Ia menyebut, yang memengaruhi ini, adalah sejumlah tantangan yang terjadi di dunia. Perang Rusia-Ukraina, kata Wimboh memperparah keadaan karena keduanya termasuk pemasok energi dan komoditas terbesar di seluruh penjuru dunia.
“Memang ini pasti distribusi terganggu, bahkan pasca covid-19 pun (sudah) terganggu. Kapal-kapal (logistik) tidak siap, sehingga kita sudah mulai bangkit ekonominya, (tapi) barang-barang kurang karena distribusinya terganggu, ditambah perang lagi,” katanya.
Akibat perang ini, harga sejumlah komoditas dan energi pun mengalami kenaikan. Terbaru, pemerintah menaikkan harga BBM jenis Pertamax ke angka Rp 12.500 perliter.
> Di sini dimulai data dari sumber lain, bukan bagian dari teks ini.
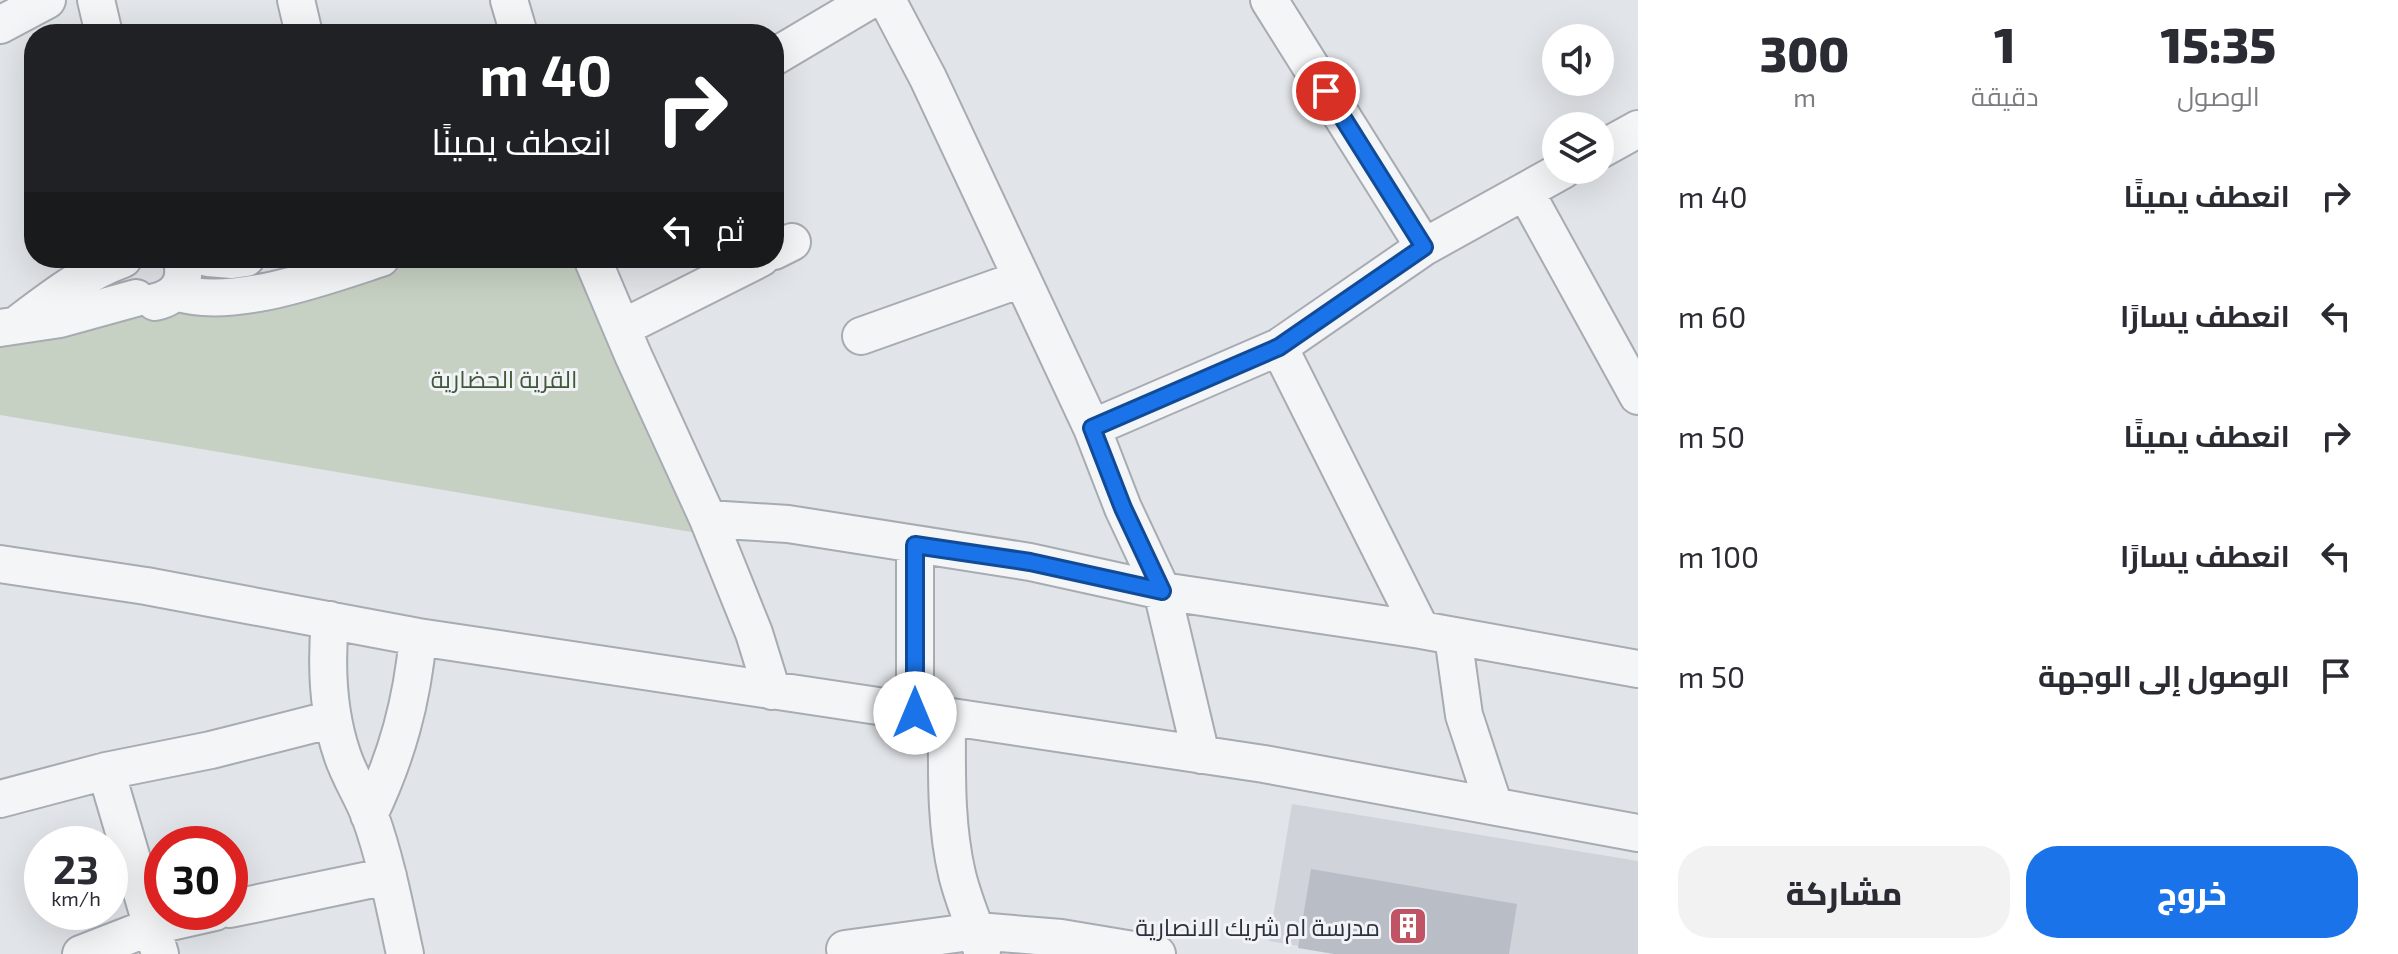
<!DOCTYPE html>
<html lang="ar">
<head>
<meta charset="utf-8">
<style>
	body { margin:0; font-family:"Exo 2",Cairo,sans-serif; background:#f2f2f3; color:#2b2b33; direction:rtl; height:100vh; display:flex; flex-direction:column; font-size:30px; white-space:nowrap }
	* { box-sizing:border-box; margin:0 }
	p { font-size:26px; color:#7c7c81 }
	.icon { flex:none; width:44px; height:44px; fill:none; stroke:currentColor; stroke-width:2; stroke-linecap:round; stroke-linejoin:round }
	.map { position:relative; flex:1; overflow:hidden; direction:ltr }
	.panel { display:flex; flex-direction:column; background:#fff; width:760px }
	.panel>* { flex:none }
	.top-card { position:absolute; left:24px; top:24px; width:760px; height:244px; border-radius:32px; box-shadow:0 8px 32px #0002; direction:rtl; background:#202124; color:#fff; overflow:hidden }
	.controls { position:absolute; left:1542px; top:24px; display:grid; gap:16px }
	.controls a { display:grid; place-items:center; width:72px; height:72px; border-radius:50%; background:#fff; box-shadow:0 8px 32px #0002; font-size:40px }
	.speed { position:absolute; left:24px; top:826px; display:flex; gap:16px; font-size:40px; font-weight:700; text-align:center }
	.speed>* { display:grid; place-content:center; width:104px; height:104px; border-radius:50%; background:#fff; box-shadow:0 8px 32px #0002; line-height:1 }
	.speed small { font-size:20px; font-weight:400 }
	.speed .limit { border:12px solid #d22; background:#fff; color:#111 }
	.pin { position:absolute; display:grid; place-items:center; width:68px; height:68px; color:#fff; margin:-34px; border:4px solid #fff; border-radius:50%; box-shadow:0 2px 8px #0007 }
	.me { position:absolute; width:88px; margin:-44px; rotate:0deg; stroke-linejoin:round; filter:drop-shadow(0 0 6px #0008) }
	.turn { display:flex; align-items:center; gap:28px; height:168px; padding:0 40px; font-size:36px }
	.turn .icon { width:104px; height:104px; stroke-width:2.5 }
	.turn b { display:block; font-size:56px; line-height:68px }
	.then { display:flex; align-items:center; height:76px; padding:0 40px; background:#0003; gap:16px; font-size:30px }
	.eta { display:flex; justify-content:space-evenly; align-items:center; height:136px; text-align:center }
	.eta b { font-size:48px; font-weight:800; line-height:56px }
	.action { display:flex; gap:16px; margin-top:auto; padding:16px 40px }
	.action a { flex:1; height:92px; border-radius:32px; background:#1a73e8; color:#fff; font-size:32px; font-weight:800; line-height:92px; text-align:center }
	.action a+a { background:#f2f2f3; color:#2b2b33 }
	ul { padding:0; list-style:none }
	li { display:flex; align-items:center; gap:24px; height:120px; padding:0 40px }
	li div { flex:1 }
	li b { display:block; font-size:30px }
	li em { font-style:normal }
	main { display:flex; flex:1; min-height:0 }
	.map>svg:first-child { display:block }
	.built { fill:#d0d3da }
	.green { fill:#c7d1c3 }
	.building { fill:#b9bdc5 }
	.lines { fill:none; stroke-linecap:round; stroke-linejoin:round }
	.minor-casing { stroke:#a7abb2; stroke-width:40 }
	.minor { stroke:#f4f5f7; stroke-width:36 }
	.route-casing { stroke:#114b97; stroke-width:20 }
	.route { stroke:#1a73e8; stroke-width:14 }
	.labels { text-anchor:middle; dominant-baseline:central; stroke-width:6; stroke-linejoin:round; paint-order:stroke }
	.park-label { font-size:24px; fill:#40593a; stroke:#f1f3f6 }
	.poi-label { font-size:24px; fill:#2b323e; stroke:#f1f3f6; text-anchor:end }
</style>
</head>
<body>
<main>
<section class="panel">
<div class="eta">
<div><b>15:35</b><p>الوصول</p></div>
<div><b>1</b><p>دقيقة</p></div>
<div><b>300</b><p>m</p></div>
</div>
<ul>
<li><svg class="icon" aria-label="right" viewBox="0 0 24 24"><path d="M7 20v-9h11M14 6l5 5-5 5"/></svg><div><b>انعطف يمينًا</b></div><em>40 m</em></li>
<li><svg class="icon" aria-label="left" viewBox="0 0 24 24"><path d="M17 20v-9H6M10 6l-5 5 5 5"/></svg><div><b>انعطف يسارًا</b></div><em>60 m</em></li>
<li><svg class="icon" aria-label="right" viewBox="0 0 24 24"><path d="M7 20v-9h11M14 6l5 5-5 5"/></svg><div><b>انعطف يمينًا</b></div><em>50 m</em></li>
<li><svg class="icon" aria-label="left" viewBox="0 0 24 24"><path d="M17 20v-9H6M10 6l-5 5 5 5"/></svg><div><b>انعطف يسارًا</b></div><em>100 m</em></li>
<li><svg class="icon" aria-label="arrive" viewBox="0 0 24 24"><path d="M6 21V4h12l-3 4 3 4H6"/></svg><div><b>الوصول إلى الوجهة</b></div><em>50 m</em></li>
</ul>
<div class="action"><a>خروج</a><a>مشاركة</a></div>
</section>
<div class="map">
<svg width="1638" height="954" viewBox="0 0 1638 954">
	<rect width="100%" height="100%" fill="#e1e4e8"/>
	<!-- built -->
	<path class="built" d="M1292,804l346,57v93h-289l-80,-13z"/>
	<!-- green -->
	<path class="green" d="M389,258h196l118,276 -703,-119v-77z"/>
	<!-- building -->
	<path class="building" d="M1311,869l206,35 -8,50h-175l-36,-6z"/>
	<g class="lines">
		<defs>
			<path id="minor" d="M96,0l8,34
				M296,0l8,34
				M509,0l10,34
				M887,0l41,78 164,350 31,80 39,83 39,164
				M1269,0l155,247
				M0,25l47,-25
				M774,57l96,-57
				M1600,150l38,-21
				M1525,191l113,205
				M774,251l18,-9
				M208,258l24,2 14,-2
				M592,258l41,97 75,164 46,114 18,58
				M176,292c56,19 150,-16 205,-34
				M155,302c23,-5 33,-22 26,-44
				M19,323c33,-25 65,-50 104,-64
				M0,328l60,-9 76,-21
				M622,328l139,-70
				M861,336l160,-57
				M1279,347l142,283
				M1092,428l187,-81 145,-100 139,-77
				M708,519l80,5 242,38 132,29 259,39 217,39
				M915,545v168
				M0,564l146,22 272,51 846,127 374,69
				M330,620c-4,45 -3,90 12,134 7,22 20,41 28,62 16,44 25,92 35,138
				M1453,636l11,79 30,91
				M947,717c0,52 -2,106 10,157 6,26 18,51 25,77
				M106,771l54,183
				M0,799l106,-28 105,-21 122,-31
				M369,815c28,-59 43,-113 49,-178
				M230,909l158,-33
				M845,949l132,-18 84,7 96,16
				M81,954l72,-28 62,-14"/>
		</defs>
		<!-- minor casing -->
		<use href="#minor" class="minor-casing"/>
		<!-- minor -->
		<use href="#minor" class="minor"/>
	</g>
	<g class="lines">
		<defs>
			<path id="route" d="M915,713v-168l115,17 132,29 -39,-83 -31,-80 187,-81 145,-100 -98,-156"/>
		</defs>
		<!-- route casing -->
		<use href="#route" class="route-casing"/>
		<!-- route -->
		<use href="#route" class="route"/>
	</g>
	<!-- icons -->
	<defs>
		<symbol id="building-square" viewBox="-11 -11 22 22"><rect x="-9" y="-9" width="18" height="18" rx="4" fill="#c05465" stroke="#f1f3f6"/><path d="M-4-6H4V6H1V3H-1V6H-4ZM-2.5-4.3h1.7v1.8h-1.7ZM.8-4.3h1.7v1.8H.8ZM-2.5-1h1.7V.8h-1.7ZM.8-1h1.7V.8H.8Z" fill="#fff"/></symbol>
	</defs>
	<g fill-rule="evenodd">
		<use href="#building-square" x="1386" y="904" width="44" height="44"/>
	</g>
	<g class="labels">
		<!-- park labels -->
		<g class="park-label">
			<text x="504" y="378">القرية الحضارية</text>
		</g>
		<!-- poi labels -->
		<g class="poi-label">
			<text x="1380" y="926">مدرسة ام شريك الانصارية</text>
		</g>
	</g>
</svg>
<div class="controls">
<a><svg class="icon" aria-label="sound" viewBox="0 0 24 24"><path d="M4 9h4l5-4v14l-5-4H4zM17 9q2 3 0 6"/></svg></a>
<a><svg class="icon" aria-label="layers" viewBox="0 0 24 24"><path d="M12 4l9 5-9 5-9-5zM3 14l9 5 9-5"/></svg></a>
</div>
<div class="speed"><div>23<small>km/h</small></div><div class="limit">30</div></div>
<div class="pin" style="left:1326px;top:91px;background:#d93025"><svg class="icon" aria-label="arrive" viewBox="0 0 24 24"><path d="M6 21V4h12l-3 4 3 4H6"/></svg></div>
<svg class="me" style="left:915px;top:713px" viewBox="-20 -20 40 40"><circle r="19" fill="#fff"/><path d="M0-13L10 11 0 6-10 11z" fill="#1a73e8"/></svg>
<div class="top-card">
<div class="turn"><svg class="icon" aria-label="right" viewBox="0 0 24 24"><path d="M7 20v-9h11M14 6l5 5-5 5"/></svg><div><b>40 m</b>انعطف يمينًا</div></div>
<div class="then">ثم<svg class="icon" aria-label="left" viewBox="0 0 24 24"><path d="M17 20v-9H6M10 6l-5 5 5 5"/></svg></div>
</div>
</div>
</main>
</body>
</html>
“Tidak heran kalau kemarin pemreitnah menaikkan harga pertamax jadi Rp 12.500 karena beban ini gak bisa dibebankan ke pemerintah semua,” katanya.
“Hal ini tantangan dan ini kedepan pasti pengusaha terganggu juga. Minyak goreng, kalau ini bukan karena impor ya tapi karena distribusi domestik,” imbuh dia.
Cegah Inflasi Meroket, Pemerintah Diminta Stabilkan Harga Pangan
Geopolitik Rusia-Ukraina mulai terasa di Indonesia. Meski tidak berdampak langsung, namun gangguan rantai pasok global salah satunya soal kenaikan inflasi menjadi ancaman Indonesia
Ketua Umum Asosiasi Pengusaha Indonesia (Apindo), Hariyadi Sukamdani menilai pemerintah masih memiliki peluang untuk menahan gejolak kenaikan harga pangan di Indonesia. Syaratnya pemerintah harus bisa memastikan tidak adanya manipulasi harga pasar dari para pemain nakal.
"Pemerintah harus memastikan tidak ada manipulasi harga pasar dari oknum-oknum di sepanjang jalur distribusi," kata Hariyadi dalam webinar bertajuk: Harga Kian Mahal: Recovery Terganggu?, Jakarta, Kamis (7/4/2022).
Menurutnya, memastikan kelancaran dan distribusi suplai pangan sangat penting. Khususnya bagi daerah yang krisis dari sisi jumlah penduduk. Kelancaran dan keterjangkauan biaya logistik pangan dapat menjadi penentu wajar atau tidaknya kenaikan harga pangan nasional.
Selain itu, pemerintah juga harus memastikan ada keseimbangan terhadap volume penawaran dan permintaan pangan nasional. Impor bahan pangan sebaiknya dilakukan ketika benar-benar dibutuhkan atau ketersediaan di dalam negeri yang tidak mencukupi. Alasannya, hal ini bisa berimplikasi pada pembenahan atau perbaikan tata kelola dan pencatatan suplai pangan nasional.
"Jika tiga hal tadi bisa dilakukan secara berkala oleh pemerintah dengan disiplin, kami cukup yakin inflasi pangan nasional bisa dicegah dna dikendalikan dengan baik tanpa membebani masyarakat," kata dia.